Of 2695 patients screened, 1078 met the inclusion criteria and were included in the analysis. Mean age was 50 years (standard deviation 15.01 years). The two most common comorbidities were malignancy (29.5%) and diabetes mellitus (23.3%). Pneumonia (66.4%) and skin, soft tissue infection (20.4%) were two most common sources of infection. In-hospital mortality was 35.2%. The modified criteria using increment of MSOFA score showed good performance in predicting in-hospital mortality with an AUROC of 0.733 (95% CI 0.702-0.764). Sepsis-3 diagnosis criteria showed an AUROC of 0.752 (95% CI 0.723-0.782), while the AUROC of qSOFA criteria was 0.696 (95% CI 0.662-0.73) (Fig. 1).
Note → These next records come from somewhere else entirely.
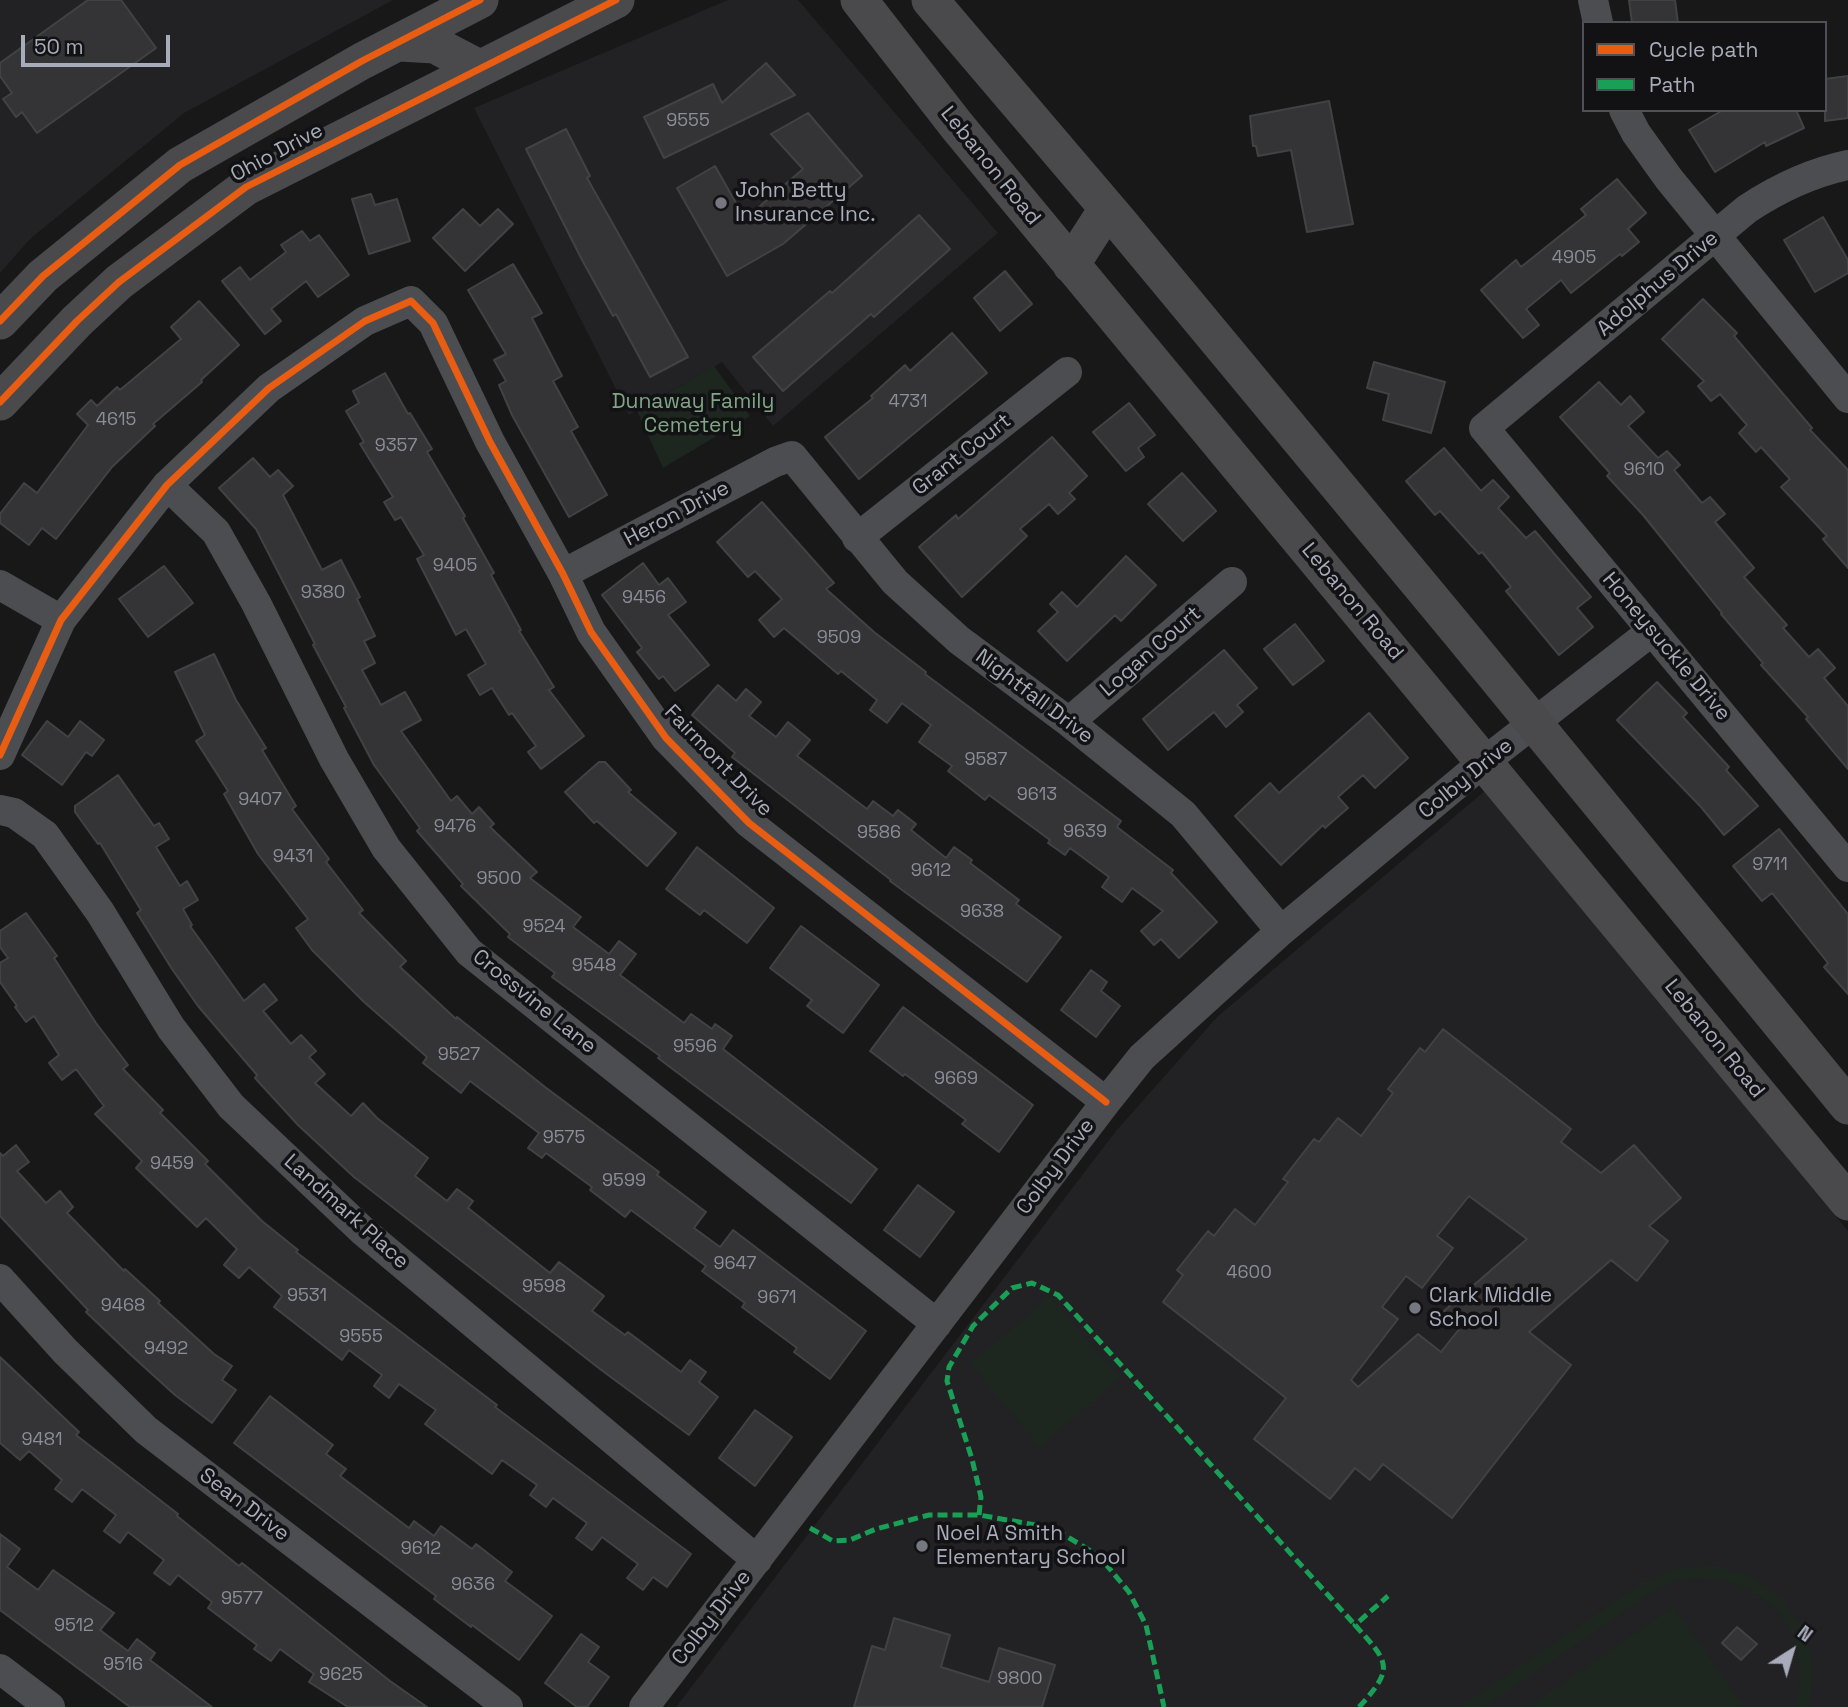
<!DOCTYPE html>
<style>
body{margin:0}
#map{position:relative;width:1848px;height:1707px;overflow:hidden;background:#181818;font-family:"Space Grotesk",sans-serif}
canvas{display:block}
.legend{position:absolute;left:1582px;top:21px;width:245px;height:91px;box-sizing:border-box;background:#121214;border:2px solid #4e5056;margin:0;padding:9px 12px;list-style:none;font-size:21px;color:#a8acba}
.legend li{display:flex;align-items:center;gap:14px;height:35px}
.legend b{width:35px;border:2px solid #4e5056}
.north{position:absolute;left:1757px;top:1616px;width:70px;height:70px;-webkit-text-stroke:5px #121214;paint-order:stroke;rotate:37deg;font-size:19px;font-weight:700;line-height:28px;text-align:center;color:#a8acba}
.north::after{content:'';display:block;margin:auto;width:24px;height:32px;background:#a8acba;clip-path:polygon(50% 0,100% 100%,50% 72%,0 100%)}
.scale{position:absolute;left:21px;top:35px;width:149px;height:32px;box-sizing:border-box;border:4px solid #a8acba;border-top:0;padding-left:9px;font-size:21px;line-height:24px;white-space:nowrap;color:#a8acba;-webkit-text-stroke:5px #121214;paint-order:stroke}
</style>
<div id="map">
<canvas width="1848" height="1707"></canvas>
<ul class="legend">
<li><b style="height:9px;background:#e95d12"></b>Cycle path</li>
<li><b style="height:9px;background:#1a9f57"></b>Path</li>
</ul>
<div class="north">N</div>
<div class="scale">50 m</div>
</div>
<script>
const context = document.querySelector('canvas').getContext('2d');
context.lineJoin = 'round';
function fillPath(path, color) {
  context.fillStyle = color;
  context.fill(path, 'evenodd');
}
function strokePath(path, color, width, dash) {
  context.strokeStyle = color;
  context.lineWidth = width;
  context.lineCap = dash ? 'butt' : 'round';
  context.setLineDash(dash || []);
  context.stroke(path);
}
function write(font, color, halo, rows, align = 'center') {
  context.font = font + ' "Space Grotesk",sans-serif';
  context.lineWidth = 7;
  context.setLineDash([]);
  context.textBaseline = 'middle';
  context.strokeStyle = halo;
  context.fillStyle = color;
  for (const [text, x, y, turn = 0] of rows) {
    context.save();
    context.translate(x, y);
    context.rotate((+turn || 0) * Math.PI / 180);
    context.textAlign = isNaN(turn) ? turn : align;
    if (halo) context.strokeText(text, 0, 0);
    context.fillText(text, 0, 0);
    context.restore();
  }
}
fillPath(new Path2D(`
 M0 0H393L184 113 30 239 0 273Z
 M728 0H798L998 233 773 426 722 362 629 415 474 108Z
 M1486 790 1848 1231V1707H676L1116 1131 1217 1017Z`), '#222225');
fillPath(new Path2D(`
 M714 366 750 416 663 468 637 411Z
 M1050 1296 1120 1378 1040 1447 970 1364Z
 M1715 1565 1752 1576 1783 1599 1805 1631 1814 1668 1810 1707H1795C1799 1687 1802 1668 1797 1648 1784 1597 1728 1570 1678 1581 1668 1584 1658 1590 1649 1595L1485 1707H1459L1642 1583 1677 1568Z
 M1674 1606 1744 1707H1528Z`), '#1e2620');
const building = new Path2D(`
 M88 0H121L156 48 37 133 22 112 16 117 3 99 12 93 0 76V63Z
 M1629 0H1675L1678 23H1632Z
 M766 63 795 95 664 158 644 117 713 84 722 103Z
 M1848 76V118L1825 121V79Z
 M1329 101 1353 224 1307 232 1291 150 1258 156 1256 146H1253L1250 116Z
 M1723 110H1796L1804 128 1766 146 1765 142 1715 172 1689 130Z
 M808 113 862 176 783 244 727 276 677 188 715 166 745 219 803 169 771 134Z
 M566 129 590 176 587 178 688 357 650 377 616 314 613 316 581 258 526 149Z
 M1617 179 1646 213 1628 229 1639 242 1622 256 1620 254 1571 293 1561 280 1526 309 1539 325 1523 338 1481 290 1516 260 1521 267 1586 215 1581 209Z
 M371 194 375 205 397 199 410 241 369 254 352 199Z
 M463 209 480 226 498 209 513 224 465 271 433 238Z
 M919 215 950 249 874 317 871 314 783 391 753 357 830 291 832 293Z
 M1823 217 1848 260V273L1815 292 1784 240Z
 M302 231 310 241 319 235 349 275 318 297 306 281 271 309 281 321 265 334 222 281 240 267 250 280 286 252 281 245Z
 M513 264 542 313 532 318 562 376 553 381 578 427 571 431 607 495 569 517 512 415 499 385 506 381 494 360 506 354 468 290Z
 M1005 271 1032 304 1000 331 974 298Z
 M1703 299 1737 333 1734 336 1812 428 1810 430 1848 470V568L1823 539 1827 536 1781 487 1790 479 1761 447 1756 452 1739 433 1747 425 1720 394 1711 401 1698 386 1704 381 1662 339Z
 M199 301 239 345 201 380 202 382 153 424 155 426 112 467 56 539 42 528 29 545 0 523V514L24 483 37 493 88 425 77 414 91 400 97 406 117 387 120 390 181 339 171 327Z
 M952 333 987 373 859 479 825 437 873 398 871 396 905 365 910 371Z
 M1374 362 1445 382 1431 433 1383 420 1389 394 1367 388Z
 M385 373 408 414 410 413 432 449 427 452 465 516 463 518 494 573 491 575 521 630 519 631 554 687 549 690 584 736 541 769 528 752 536 746 512 713 509 715 492 688 480 695 468 675 486 664 466 629 456 635 417 559 424 555 401 517 395 520 384 502 393 497 360 444 364 442 346 411 359 403 353 391Z
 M1599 382 1621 405 1630 396 1644 412 1628 426 1658 458 1667 451 1680 465 1674 470 1702 503 1710 497 1725 514 1715 522 1754 568 1744 577 1787 625 1783 628 1809 657 1818 649 1835 668 1824 678 1848 706V769L1806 719 1808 717 1761 665 1763 663 1721 614 1722 613 1643 515 1607 476 1610 473 1560 417Z
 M1129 403 1155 435 1138 448 1144 457 1126 471 1093 432Z
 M1052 437 1087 476 1069 493 1075 499 1058 514 1049 504 1020 529 1027 536 962 597 919 547 956 515 958 519Z
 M1444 448 1481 491 1493 480 1509 497 1498 508 1526 538 1535 531 1591 597 1577 608 1593 627 1559 655 1506 591 1511 587 1482 552 1479 554 1440 511 1435 515 1406 481Z
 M253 458 270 477 278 470 293 486 283 495 322 570 341 560 360 597 357 599 375 636 364 641 375 663 362 670 381 705 405 692 421 720 401 731 451 801 457 796 472 814 479 807 494 824 490 827 537 872 530 878 581 917 573 927 609 954 619 941 636 954 620 975 684 1023 691 1014 712 1029 715 1024 732 1036 723 1049 877 1169 851 1203 658 1058 660 1056 552 977 555 973 508 937 510 934 461 886 463 884 417 831 420 828 374 765 344 708 346 707 313 645 315 644 256 529 219 488Z
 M1182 473 1216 511 1183 541 1148 504Z
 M762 502 834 583 826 589 874 632 926 672 925 674 1121 821 1117 827 1173 870 1171 873 1217 922 1179 958 1161 939 1154 945 1141 931 1163 911 1132 888 1122 902 1102 887 1109 877 1070 848 1065 855 1048 843 1050 840 989 795 985 800 948 771 952 766 919 742 931 725 902 703 887 723 870 710 877 700 841 671 838 674 784 628 774 637 759 620 782 599 755 571 748 577 717 542Z
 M1126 556 1156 585 1121 621 1115 615 1067 661 1038 631 1058 612 1050 604 1062 592 1077 607Z
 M643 563 659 585 668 578 686 602 668 615 709 665 675 691 663 676 659 679 637 652 642 648 602 595Z
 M164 566 193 603 148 637 119 599Z
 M1295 624 1324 661 1293 685 1264 649Z
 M1224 650 1257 688 1237 705 1243 712 1226 727 1214 712 1168 750 1143 719Z
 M214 654 236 700 266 748 262 750 296 806 292 809 329 859 326 862 363 910 359 913 406 961 400 967 456 1019 457 1017 545 1087 659 1172 657 1175 706 1212 694 1228 720 1247 733 1230 866 1331 830 1379 794 1352 797 1348 742 1307 745 1303 702 1271 706 1266 631 1210 625 1217 590 1190 592 1187 546 1153 542 1158 528 1148 539 1133 470 1081 461 1093 423 1063 427 1057 364 1002 312 950 296 928 308 919 258 854 224 794 228 791 196 741 205 735 175 672Z
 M1657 682 1687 713 1683 717 1729 767 1726 770 1758 806 1724 835 1701 807 1617 720Z
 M718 685 736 701 746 689 761 702 749 716 776 737 788 722 810 740 797 756 867 809 873 801 893 816 898 810 916 824 911 830 946 858 954 847 972 860 970 863 1019 900 1016 904 1061 937 1027 982 890 881 891 880 732 757 735 753 692 715Z
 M1369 713 1408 758 1375 788 1363 775 1338 797 1348 808 1325 828 1323 825 1281 865 1235 816 1270 783 1279 793Z
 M47 721 68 737 80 721 104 740 92 756 86 752 62 785 22 755Z
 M599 762H605L631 790 628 792 676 833 647 866 597 821 594 823 565 792Z
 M118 775 154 826 159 823 169 839 156 847 180 886 187 881 198 900 183 909 192 925 190 926 244 1001 264 984 277 1000 263 1011 291 1044 301 1035 316 1051 309 1057 325 1074 315 1083 351 1116 363 1103 377 1118 428 1158 415 1176 447 1201 457 1189 473 1201 468 1208 550 1273 559 1262 604 1296 592 1311 625 1335 628 1332 681 1372 690 1360 706 1372 699 1382 718 1397 689 1435 600 1369 354 1177 298 1125 255 1078 257 1075 198 1006 172 969 137 913 141 910 100 843 98 844 75 812V806Z
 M1779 829 1848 914V994L1824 967 1828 963 1772 893 1762 901 1733 866Z
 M697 847 774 908 747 943 704 910 700 915 666 889Z
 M26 913 57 956 54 958 96 1023 128 1065 123 1069 163 1110 160 1113 208 1161 205 1164 262 1221 298 1250 296 1252 497 1405 495 1407 691 1554 667 1587 653 1577 643 1590 627 1578 638 1564 602 1537 592 1550 576 1538 587 1523 553 1498 546 1507 530 1495 537 1485 502 1460 492 1474 425 1424 436 1410 399 1384 389 1398 374 1386 382 1375 349 1350 342 1360 274 1307 282 1296 249 1267 239 1278 224 1265 237 1249 206 1218 197 1227 136 1168 142 1161 95 1114 104 1106 76 1069 62 1080 49 1063 59 1055 34 1016 26 1022 15 1007 17 1006 0 982V963L8 958 0 947V931Z
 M801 926 879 985 843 1033 807 1006 812 1000 770 968Z
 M1091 970 1107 982 1101 991 1120 1006 1096 1037 1061 1010Z
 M903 1007 1033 1105 999 1152 962 1124 966 1120 905 1074 903 1076 870 1051Z
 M1443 1029 1571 1129 1561 1142 1601 1173 1634 1145 1681 1198 1649 1226 1668 1241 1637 1281 1611 1260 1529 1332 1571 1365 1452 1518 1383 1464 1370 1480 1355 1468 1330 1499 1254 1439 1286 1398 1163 1302 1183 1275 1177 1270 1208 1231 1214 1236 1235 1209 1255 1225 1288 1182 1283 1179 1314 1139 1319 1142 1338 1118 1361 1136 1393 1093 1388 1089 1420 1048 1425 1052ZM1469 1196 1527 1239 1444 1311 1460 1328 1441 1352 1418 1334 1358 1387 1351 1380 1398 1319 1382 1307 1406 1276 1422 1288 1453 1248 1437 1236Z
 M16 1145 29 1162 17 1171 46 1203 60 1191 73 1207 67 1213 124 1271 125 1269 160 1301 158 1303 214 1354 232 1366 222 1380 236 1390 212 1423 175 1395 131 1355 86 1312 88 1310 0 1216V1153L3 1156Z
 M918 1185 954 1212 920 1257 884 1230Z
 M0 1357 79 1432 76 1435 178 1514 177 1516 239 1566 242 1563 390 1681 427 1707H348L309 1682 314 1674 280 1649 271 1661 254 1649 257 1645 208 1608 212 1602 178 1575 170 1585 154 1573 164 1560 128 1532 120 1543 104 1531 116 1515 82 1489 72 1502 55 1489 62 1480 29 1451 20 1460 0 1443Z
 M270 1396 333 1445 326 1454 346 1469 340 1476 409 1528 414 1521 434 1536 441 1526 472 1549 476 1544 512 1572 505 1581 552 1616 519 1660 472 1625 471 1627 434 1599 436 1596 234 1443Z
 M755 1410 792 1437 755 1486 719 1458Z
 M0 1534 20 1549 7 1567 38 1590 53 1570 114 1613 100 1630 128 1651 137 1639 155 1653 150 1660 212 1707H130L0 1610Z
 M894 1618 950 1635 941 1667 989 1682 999 1648 1055 1665 1042 1707H854L872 1646 885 1650Z
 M1737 1627 1757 1644 1741 1660 1722 1643Z
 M581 1634 599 1647 588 1662 609 1677 587 1707H577L545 1683Z`);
fillPath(building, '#343436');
strokePath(building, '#414244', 2);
strokePath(new Path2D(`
 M1593 0 1598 23
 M1624 110 1636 133 1669 179 1848 398
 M1848 165C1810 173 1779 188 1747 209L1484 428 1848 867
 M167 485 216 532 256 603 334 759 386 848 469 952 937 1324
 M857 538 1067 372
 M563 574 775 462 792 456 895 582 959 640 1069 722 1183 814 1281 931
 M0 585 61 620
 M1069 722 1232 582
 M0 755 61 620 167 485 269 388 365 321 411 301 433 323 490 442 563 574 591 632 666 738 749 823 1106 1102
 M0 810 14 813 45 835 100 912 171 1028 231 1106 364 1232 757 1560
 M0 1279 65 1351 146 1430 508 1707
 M0 1669 50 1707
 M644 1707 1106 1102 1142 1057 1281 931 1485 761 1652 631`), '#4c4d51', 30);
strokePath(new Path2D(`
 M859 0 957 126 1848 1202
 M930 0 1120 223 1460 633 1848 1106
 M400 43 435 45 479 68
 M1071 265 1107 209
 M0 321 43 276 180 165 362 61 480 0
 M0 402 77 321 119 282 246 187 616 0`), '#4a4a4d', 37);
strokePath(new Path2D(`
 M979 1515 981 1497 972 1459 947 1381 949 1367 973 1326 1012 1288 1032 1283 1058 1295 1355 1625
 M810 1528 833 1541 850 1540 876 1529 929 1515H979L1053 1528 1099 1556 1129 1592 1146 1625 1164 1707
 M1359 1707C1396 1667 1388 1662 1355 1625L1388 1596`), '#1a9f57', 5, [10, 5]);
strokePath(new Path2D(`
 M0 321 43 276 180 165 362 61 480 0
 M0 402 77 321 119 282 246 187 616 0
 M0 755 61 620 167 485 269 388 365 321 411 301 433 323 490 442 563 574 591 632 666 738 749 823 1106 1102`), '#e95d12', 7);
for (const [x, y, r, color] of [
 [721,203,7,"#767881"],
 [1415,1308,7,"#767881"],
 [922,1546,7,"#767881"]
]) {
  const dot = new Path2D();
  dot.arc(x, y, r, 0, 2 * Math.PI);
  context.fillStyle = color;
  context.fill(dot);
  strokePath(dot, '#121214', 2.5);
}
write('18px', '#8b8e99', null, [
 ["9555",688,121],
 ["4905",1574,258],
 ["4731",908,402],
 ["4615",116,420],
 ["9357",396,446],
 ["9610",1644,470],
 ["9405",455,566],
 ["9380",323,593],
 ["9456",644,598],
 ["9509",839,638],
 ["9587",986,760],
 ["9613",1037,795],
 ["9407",260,800],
 ["9476",455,827],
 ["9639",1085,832],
 ["9586",879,833],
 ["9431",293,857],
 ["9711",1770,865],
 ["9612",931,871],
 ["9500",499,879],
 ["9638",982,912],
 ["9524",544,927],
 ["9548",594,966],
 ["9596",695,1047],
 ["9527",459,1055],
 ["9669",956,1079],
 ["9575",564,1138],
 ["9459",172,1164],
 ["9599",624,1181],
 ["9647",735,1264],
 ["4600",1249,1273],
 ["9598",544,1287],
 ["9531",307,1296],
 ["9671",777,1298],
 ["9468",123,1306],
 ["9555",361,1337],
 ["9492",166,1349],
 ["9481",42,1440],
 ["9612",421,1549],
 ["9636",473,1585],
 ["9577",242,1599],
 ["9512",74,1626],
 ["9516",123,1665],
 ["9625",341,1675],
 ["9800",1020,1679]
]);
write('21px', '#a8acba', '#121214', [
 ["Ohio Drive",277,153,-28],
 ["Lebanon Road",990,166,51],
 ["Adolphus Drive",1658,284,-40],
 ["Grant Court",962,455,-38],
 ["Heron Drive",677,514,-28],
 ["Lebanon Road",1352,602,50],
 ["Honeysuckle Drive",1666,647,50],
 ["Logan Court",1151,652,-41],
 ["Nightfall Drive",1034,697,37],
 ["Fairmont Drive",718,761,46],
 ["Colby Drive",1466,779,-39],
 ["Crossvine Lane",534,1002,39],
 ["Lebanon Road",1714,1039,51],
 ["Colby Drive",1056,1167,-53],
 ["Landmark Place",346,1212,42],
 ["Sean Drive",244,1505,37],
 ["Colby Drive",712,1618,-52]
]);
write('21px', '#a8acba', '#121214', [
 ["John Betty",735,191],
 ["Insurance Inc.",735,215],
 ["Clark Middle",1429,1296],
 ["School",1429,1320],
 ["Noel A Smith",936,1534],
 ["Elementary School",936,1558]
], 'left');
write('21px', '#7ea785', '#121214', [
 ["Dunaway Family",693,402],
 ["Cemetery",693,426]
]);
</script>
Using cut off >=2, modified criteria using increment of MSOFA showed sensitivity 74.7% and specificity 57.4%, while the sepsis-3 criteria showed sensitivity 75.5% and specificity 63.7%.

Conclusions

Simplified sepsis-3 criteria using increment of MSOFA score as a substitute of SOFA score shows a good performance and could potentially be applied in hospital of low-middle income country.

Acknowledgements

This research was funded by Cipto Mangunkusumo National Hospital Operational Research Grant 2017.

References

1. Singer M, et al: The third international consensus definitions for sepsis and septic shock (sepsis-3). JAMA 2016, 315:801-810.

2. Seymour CW, et al: Assessment of clinical criteria for sepsis: for the third international consensus definitions for sepsis and septic shock (sepsis-3). JAMA 2016, 315:762-774.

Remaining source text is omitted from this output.